• EXERCISE
Report each line of the data that contains the string "lists".

** Opening INPUT MATERIAL block **

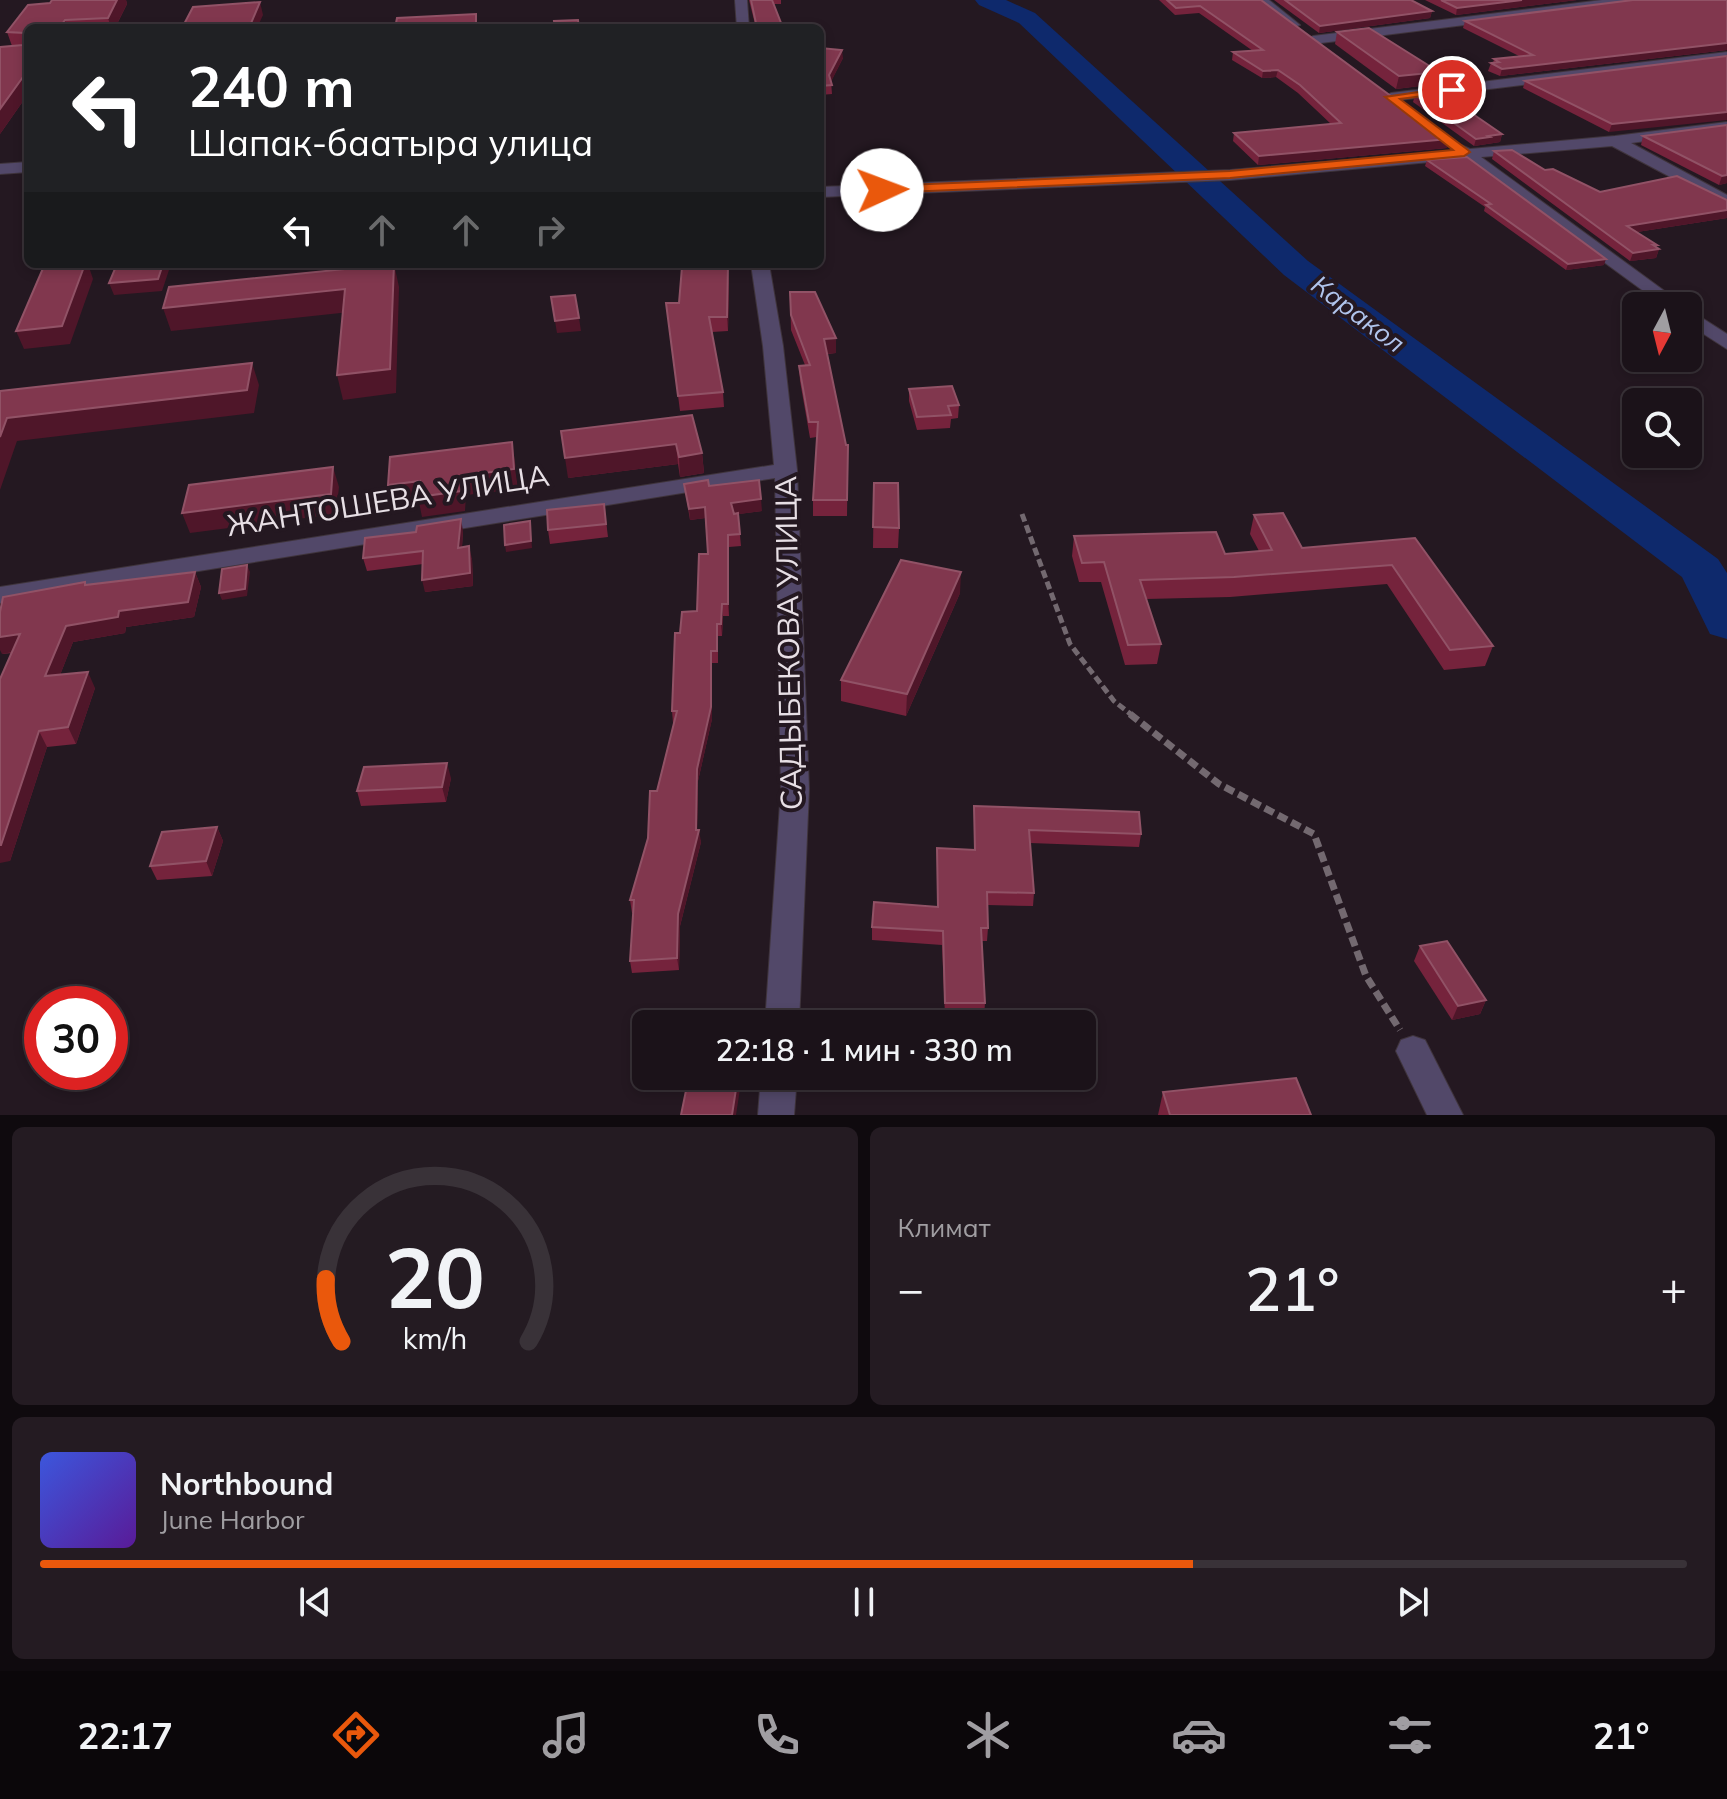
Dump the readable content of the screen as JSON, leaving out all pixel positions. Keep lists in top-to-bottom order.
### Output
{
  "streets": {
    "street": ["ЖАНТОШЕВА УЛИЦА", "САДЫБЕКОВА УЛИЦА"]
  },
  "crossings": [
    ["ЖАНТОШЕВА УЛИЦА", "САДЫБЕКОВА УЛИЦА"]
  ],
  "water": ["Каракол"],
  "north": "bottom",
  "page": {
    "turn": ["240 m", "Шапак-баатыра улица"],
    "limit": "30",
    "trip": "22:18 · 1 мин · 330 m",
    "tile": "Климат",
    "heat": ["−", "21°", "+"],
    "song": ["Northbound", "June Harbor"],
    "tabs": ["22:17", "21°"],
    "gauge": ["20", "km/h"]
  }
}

** Closing INPUT MATERIAL block **
** Opening INPUT MATERIAL block **

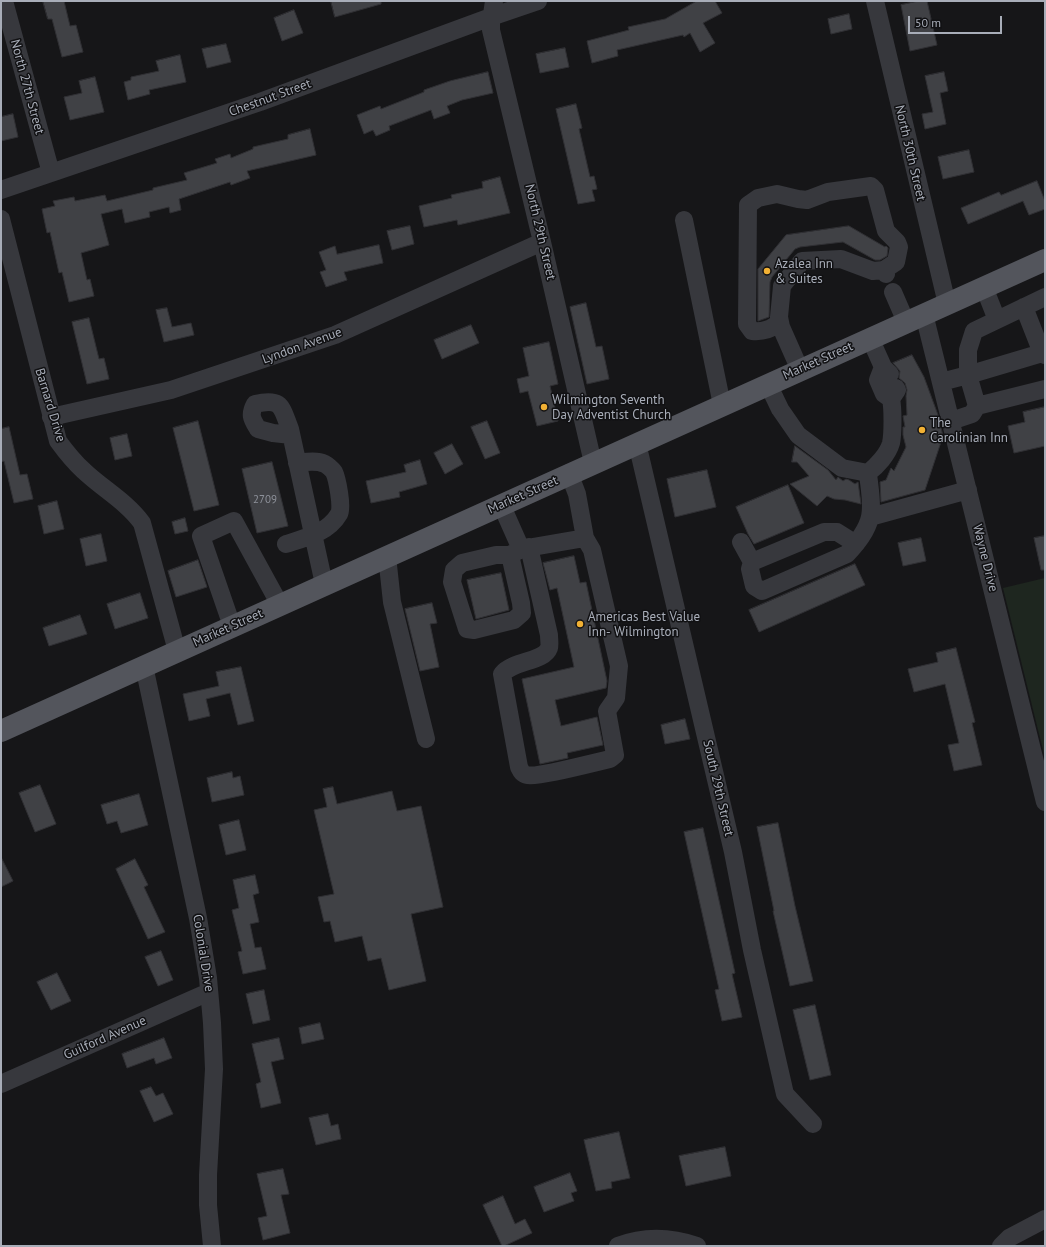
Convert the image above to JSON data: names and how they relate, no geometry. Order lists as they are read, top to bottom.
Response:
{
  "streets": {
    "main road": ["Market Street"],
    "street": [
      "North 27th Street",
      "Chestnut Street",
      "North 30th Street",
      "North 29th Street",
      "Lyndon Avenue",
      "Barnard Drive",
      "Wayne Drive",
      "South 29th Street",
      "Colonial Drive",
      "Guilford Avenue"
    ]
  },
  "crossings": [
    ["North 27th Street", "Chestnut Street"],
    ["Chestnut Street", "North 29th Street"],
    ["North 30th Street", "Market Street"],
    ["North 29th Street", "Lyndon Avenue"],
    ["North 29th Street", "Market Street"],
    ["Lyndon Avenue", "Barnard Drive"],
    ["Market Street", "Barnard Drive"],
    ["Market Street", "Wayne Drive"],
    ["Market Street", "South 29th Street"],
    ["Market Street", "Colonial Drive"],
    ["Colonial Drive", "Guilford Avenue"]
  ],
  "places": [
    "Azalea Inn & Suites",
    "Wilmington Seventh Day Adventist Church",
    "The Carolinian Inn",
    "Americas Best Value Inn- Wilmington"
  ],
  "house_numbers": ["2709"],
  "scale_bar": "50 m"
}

** Closing INPUT MATERIAL block **
** Opening INPUT MATERIAL block **

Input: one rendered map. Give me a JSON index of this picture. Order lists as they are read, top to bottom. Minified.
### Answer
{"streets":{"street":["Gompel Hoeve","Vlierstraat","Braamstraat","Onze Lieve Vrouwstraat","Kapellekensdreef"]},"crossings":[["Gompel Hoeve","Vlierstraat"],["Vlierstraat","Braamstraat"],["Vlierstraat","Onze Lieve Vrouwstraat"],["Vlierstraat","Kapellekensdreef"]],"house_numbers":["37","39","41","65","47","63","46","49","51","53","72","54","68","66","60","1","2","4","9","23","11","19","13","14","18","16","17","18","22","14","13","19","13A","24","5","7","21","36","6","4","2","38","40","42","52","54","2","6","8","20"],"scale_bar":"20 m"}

** Closing INPUT MATERIAL block **

• PROBLEM SOLUTION
Dump the readable content of the screen as JSON, leaving out all pixel positions. Keep lists in top-to-bottom order.
Convert the image above to JSON data: names and how they relate, no geometry. Order lists as they are read, top to bottom.
Input: one rendered map. Give me a JSON index of this picture. Order lists as they are read, top to bottom. Minified.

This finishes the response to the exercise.